Status Report #8

 

Joel:

We needed to finally get our door from home depot back to our house in order to finally work on it. This was a harder process than we thought it would be. Our plan was to just go over to Home Depot and simply pick up the door we ordered and have it put into an uber and sent to our house. We didn’t realize how large the actual size of the door would be and how difficult it would be to transport it back and forth to work on them. We first ordered multiple ubers, each one came and refused to transport the door in their cars. So we were stuck at home depot with a door.

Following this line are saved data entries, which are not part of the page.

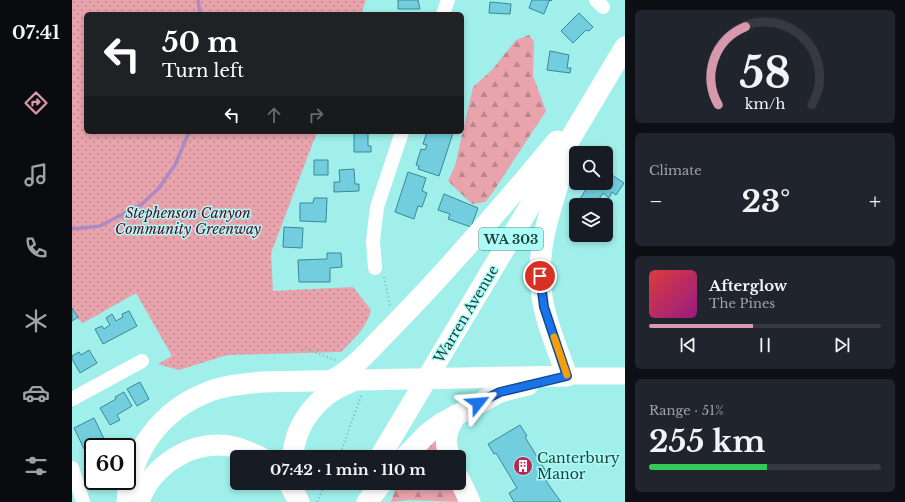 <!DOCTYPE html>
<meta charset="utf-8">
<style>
body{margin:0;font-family:"Libre Baskerville",serif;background:#20242c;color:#f1f3f6;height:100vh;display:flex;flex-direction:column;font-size:15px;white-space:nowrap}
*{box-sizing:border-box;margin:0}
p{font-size:13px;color:#9ea1a6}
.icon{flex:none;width:22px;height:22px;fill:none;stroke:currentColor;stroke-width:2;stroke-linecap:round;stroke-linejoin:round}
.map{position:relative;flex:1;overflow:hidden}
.panel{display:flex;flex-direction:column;gap:10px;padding:10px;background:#0d0f14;width:280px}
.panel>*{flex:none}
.guide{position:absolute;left:12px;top:12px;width:380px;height:122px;border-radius:6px;box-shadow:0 2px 6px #0003;background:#202124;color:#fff;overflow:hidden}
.controls{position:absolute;left:497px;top:146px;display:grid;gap:8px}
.controls a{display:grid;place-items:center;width:44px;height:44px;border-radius:6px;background:#171b24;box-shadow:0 2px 6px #0003;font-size:20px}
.speed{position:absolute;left:12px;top:438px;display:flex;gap:8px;font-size:20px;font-weight:700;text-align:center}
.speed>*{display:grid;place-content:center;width:52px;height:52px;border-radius:50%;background:#171b24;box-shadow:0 2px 6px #0003;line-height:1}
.speed .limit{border:2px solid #111;border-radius:6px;background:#fff;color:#111}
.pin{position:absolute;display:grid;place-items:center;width:34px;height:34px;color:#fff;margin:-17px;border:2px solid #fff;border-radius:50%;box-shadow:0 1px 4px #0007}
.me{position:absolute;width:44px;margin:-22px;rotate:62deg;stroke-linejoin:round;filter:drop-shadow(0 0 3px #0008)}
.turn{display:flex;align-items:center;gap:14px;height:84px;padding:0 12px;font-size:18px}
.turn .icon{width:52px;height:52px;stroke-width:2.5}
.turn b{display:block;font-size:28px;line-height:34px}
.lanes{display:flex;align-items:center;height:38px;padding:0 12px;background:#0003;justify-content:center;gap:20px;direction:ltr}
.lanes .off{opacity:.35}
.big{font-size:30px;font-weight:800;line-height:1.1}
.panel .card{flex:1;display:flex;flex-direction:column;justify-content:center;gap:6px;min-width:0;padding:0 14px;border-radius:6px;background:#20242c}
.panel .dial{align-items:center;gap:0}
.dial svg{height:104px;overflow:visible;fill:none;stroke:#363941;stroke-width:7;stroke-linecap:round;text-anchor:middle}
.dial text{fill:#f1f3f6;stroke:none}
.song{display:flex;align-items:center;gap:12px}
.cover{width:48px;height:48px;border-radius:6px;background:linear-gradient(135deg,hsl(0 70% 55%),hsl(310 70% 35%))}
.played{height:4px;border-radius:2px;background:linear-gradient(90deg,#d798ab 45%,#363941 45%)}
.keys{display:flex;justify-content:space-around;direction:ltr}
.heat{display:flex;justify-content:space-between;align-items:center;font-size:22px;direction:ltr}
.charge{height:6px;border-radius:3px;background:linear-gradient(90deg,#34c759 51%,#363941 0)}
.trip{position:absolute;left:158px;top:450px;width:236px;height:40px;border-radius:6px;background:#171b24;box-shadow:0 2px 6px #0003;font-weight:800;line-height:40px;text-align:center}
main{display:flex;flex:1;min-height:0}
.menu{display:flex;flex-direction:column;width:72px;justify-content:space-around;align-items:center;background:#090b0e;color:#9ea1a6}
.menu .icon{width:28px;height:28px}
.menu .current{color:#d798ab}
.menu b{font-size:18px;color:#f1f3f6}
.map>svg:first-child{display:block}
</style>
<main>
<nav class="menu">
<b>07:41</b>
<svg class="icon current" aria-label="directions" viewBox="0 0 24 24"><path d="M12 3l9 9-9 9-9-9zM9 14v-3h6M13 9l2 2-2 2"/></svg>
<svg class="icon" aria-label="music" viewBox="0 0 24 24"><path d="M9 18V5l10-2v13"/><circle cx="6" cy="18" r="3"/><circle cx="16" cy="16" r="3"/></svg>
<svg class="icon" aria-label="phone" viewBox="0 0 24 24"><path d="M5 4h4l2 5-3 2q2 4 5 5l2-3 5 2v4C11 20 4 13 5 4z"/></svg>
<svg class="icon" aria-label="climate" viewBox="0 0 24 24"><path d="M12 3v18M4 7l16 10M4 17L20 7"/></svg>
<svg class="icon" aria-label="car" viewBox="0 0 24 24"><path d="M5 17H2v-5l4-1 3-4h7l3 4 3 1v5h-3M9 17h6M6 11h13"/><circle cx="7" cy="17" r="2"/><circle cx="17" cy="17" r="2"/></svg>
<svg class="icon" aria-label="filters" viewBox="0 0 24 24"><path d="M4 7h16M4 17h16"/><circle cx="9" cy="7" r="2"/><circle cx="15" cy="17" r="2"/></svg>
</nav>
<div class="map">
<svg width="553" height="502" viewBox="0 0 553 502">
<defs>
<pattern id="forest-firs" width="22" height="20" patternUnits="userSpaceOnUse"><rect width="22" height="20" fill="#e8a3ac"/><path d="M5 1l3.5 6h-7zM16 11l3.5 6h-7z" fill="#bb868d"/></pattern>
<pattern id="park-dots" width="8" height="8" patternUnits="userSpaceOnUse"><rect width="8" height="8" fill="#e8a3ac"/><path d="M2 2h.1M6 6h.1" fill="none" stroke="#bb868d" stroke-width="1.8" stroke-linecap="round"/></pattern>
</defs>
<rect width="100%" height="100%" fill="#a0efea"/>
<path fill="url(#forest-firs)" d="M457,35L462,42L461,76L474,111L421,192L413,202L400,204L376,181L383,166L401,87L420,70L444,40Z
M366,439L371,457H343L345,454Z
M325,483H383L392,502L338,500L319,502Z"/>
<path fill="url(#park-dots)" d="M0,0H294L289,14H14V132H245L199,253L201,291L281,287L299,310C295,328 281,339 269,352L155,355L107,370L86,364L100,356L64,293L11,323L0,314Z"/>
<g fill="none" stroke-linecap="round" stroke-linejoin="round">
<path stroke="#ac8bc5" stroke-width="3.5" d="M126,0L128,14
M0,229L28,226L70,204L87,188L103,165L117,132"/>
</g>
<path fill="#72cede" stroke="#3a8895" d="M326,0H346L348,9H326Z
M460,0H480L477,1L472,14L457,8Z
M418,2L439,4L438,14L417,13Z
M507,13L521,27L517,31L514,30L501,43L489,31Z
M478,51L497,55L495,68H499L498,73L475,70Z
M282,132H296V146H299V152H282Z
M355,132L381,133L367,176L346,169L347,166L344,165L349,149L353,150L355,145L351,144Z
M242,160H256V175H242Z
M282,169L283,184H287V191L262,192V182H268L267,170Z
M534,171L552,183L544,195L540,192L537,198L531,193L523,205H511L506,202L518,183H534Z
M336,172L354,178L350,191L355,193L350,207L346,206L342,219L323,212Z
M372,194L406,208L399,227L376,219L378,214L366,210Z
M242,198H255L254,222L228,221V203H241Z
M212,227L231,228L230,248L211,247Z
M255,253H269L270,267L258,268V282H227L226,260L255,259Z
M0,308L6,317L0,321Z
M57,311L65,326L31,344L23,329L30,326L32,329L38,325L34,318L40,314L44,321L51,317L50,314Z
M17,350L25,363L8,373L0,359V356L7,352L9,355Z
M68,382L77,399L65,406L55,389Z
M52,392L60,406L45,415L48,420L38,425L28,408L44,399L43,397Z
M22,418L36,447H21V457L20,455L16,457L2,428Z
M448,425L455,436L453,437L478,478L474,481L489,502H442L437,493L445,488L424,453L422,454L416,444Z"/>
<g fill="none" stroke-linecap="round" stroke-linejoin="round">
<path stroke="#76b6b2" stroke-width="2" stroke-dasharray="1 3" stroke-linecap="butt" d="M312,277L318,306
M225,345L263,360
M267,457L289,396
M245,502L254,483"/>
<path stroke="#fff" stroke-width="14" d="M524,0L531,7
M371,14L376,0
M303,268L301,241L305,207L330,132
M0,399L70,361
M0,468L11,502"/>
<path stroke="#fff" stroke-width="17" d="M495,376H553"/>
<path stroke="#fff" stroke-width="21" d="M493,162C480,206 462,250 470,297C474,324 486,350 495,376
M256,382C281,371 300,347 318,329C377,269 431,206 485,141
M221,457C222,424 247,394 277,383
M308,457L553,47
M333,457L356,433L370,423L428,392L456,385
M378,457C371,441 375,429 384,415
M387,478L398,502
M217,483L227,502
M55,502C58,452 89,410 136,392C153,385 172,384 190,382L495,376
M67,502C77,470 111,446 144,445C160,444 174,451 188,457
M295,502L310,483"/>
</g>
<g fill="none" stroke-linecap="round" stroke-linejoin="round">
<g stroke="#114b97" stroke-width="10">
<path id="route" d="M406,403L428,392L495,376L472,307L468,276"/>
</g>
<use href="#route" stroke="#1a73e8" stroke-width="7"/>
<path stroke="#f59e0b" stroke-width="7" d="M482,337L495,375"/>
</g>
<defs>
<g id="building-disc" transform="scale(1)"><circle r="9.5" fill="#b82850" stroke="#adfdf7"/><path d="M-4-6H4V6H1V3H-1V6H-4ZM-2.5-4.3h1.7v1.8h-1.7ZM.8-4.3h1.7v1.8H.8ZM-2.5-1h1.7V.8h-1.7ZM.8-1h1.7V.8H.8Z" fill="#fff"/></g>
</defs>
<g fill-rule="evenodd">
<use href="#building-disc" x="451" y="466"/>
</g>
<g text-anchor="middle" stroke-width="3" stroke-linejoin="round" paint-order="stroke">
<rect fill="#adfdf7" stroke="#4a7976" stroke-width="1" x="407" y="228" width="64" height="22" rx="3"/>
<g font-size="13" font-weight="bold" fill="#1f403e">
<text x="439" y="244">WA 303</text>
</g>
<g font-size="14" font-style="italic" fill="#5e0322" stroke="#adfdf7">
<text x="116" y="218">Stephenson Canyon<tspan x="116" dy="16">Community Greenway</tspan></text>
</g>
<g font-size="14" fill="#1f403e" stroke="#adfdf7">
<text transform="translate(394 314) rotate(-59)" y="5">Warren Avenue</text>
</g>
<g font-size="14" fill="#1f403e" stroke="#adfdf7" text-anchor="start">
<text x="465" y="463">Canterbury<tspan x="465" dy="16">Manor</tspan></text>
</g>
</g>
</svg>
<div class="controls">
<a><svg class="icon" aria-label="search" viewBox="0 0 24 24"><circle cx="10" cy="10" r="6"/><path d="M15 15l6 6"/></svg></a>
<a><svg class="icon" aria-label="layers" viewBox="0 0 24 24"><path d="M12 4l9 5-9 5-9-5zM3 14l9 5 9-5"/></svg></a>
</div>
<div class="speed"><div class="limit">60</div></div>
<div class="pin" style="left:468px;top:276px;background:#d93025"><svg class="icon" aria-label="arrive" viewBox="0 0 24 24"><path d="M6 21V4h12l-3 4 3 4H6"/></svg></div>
<svg class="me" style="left:406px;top:403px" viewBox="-20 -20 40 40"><path d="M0-17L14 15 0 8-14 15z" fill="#1a73e8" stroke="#fff" stroke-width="4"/></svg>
<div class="trip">07:42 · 1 min · 110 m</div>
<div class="guide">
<div class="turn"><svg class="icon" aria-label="left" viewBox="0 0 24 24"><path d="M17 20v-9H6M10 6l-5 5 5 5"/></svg><div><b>50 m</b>Turn left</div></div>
<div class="lanes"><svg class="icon" aria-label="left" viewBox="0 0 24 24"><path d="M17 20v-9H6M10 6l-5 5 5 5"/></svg><svg class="icon off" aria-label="ahead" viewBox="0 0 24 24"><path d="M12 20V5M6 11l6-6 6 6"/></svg><svg class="icon off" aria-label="right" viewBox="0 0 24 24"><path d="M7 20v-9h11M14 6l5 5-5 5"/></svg></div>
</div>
</div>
<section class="panel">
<div class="card dial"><svg viewBox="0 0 100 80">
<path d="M14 69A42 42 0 1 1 86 69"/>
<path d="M14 69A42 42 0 0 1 35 9" stroke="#d798ab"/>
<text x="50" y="56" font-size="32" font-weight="700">58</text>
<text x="50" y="72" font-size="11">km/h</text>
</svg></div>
<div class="card"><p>Climate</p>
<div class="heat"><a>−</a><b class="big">23°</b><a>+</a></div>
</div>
<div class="card">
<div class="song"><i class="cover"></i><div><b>Afterglow</b><p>The Pines</p></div></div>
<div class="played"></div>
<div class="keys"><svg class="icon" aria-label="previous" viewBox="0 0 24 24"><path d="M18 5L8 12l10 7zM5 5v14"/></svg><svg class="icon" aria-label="pause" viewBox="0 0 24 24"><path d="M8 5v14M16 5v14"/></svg><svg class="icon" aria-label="next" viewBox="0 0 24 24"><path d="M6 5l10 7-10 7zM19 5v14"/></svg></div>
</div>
<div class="card"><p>Range · 51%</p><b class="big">255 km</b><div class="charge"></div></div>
</section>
</main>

In order to get it back to our house at least, we decided to ask home depot if there were any delivery trucks or anything that could help us out. Eventually they did bring us someone who was able to drive a pickup truck for us and drop the door of at our house. This was a huge problem and unseen circumstance for us, but was good to see that the kindness of other people helped us overcome this situation.

 

Omar:

The majority of this week was spent figuring out solutions to the speed issue we were facing. We used to have a very large and complex model, which worked pretty well but took a pretty long time to unlock the strike, as computation times were long. This was made worse by the fact that we were running absolutely everything in our project on one Raspberry Pi. We played around with a couple of different solutions, but nothing with TensorFlow was helping us bring down the computation time. During this week, we also found out how long TensorFlow’s computation time is compared to other libraries. In another Machine Learning for Large Datasets class, we had been investigating a library dubbed MXNet, which is a rival machine learning library to Tensorflow. Its computation times were a fourth of those of Tensorflow’s, so we investigated whether or not it was possible to move our model to this new library. However, this proved to be significantly more difficult than we thought, as MXNet takes a lot more time to zero in parameters than with Tensorflow. At the end of the week, we had found TensorFlow lite, a much more lightweight and quick option. It turned out to work perfectly out for our needs, as the Raspberry Pi can’t spare much bandwidth for the algorithm to run. The lightweight version of our network was much less complex, but it actually ended up performing better than the original network, which didn’t make sense to us.

 

Chinedu:

This week I was focused on improving the pipeline for the entire system in regards to how a user interacts with the system. This included mainly changing which parts of the system were running at a given time in the idle and active states of the system. In the idle state, the system will only be hosting the WebApp and polling the ultrasonic sensor for values. In this state, the keypad hander will not be running and images will not be analyzed in this state. This makes sense if no one is in front of the door, we do not want to analyze frames.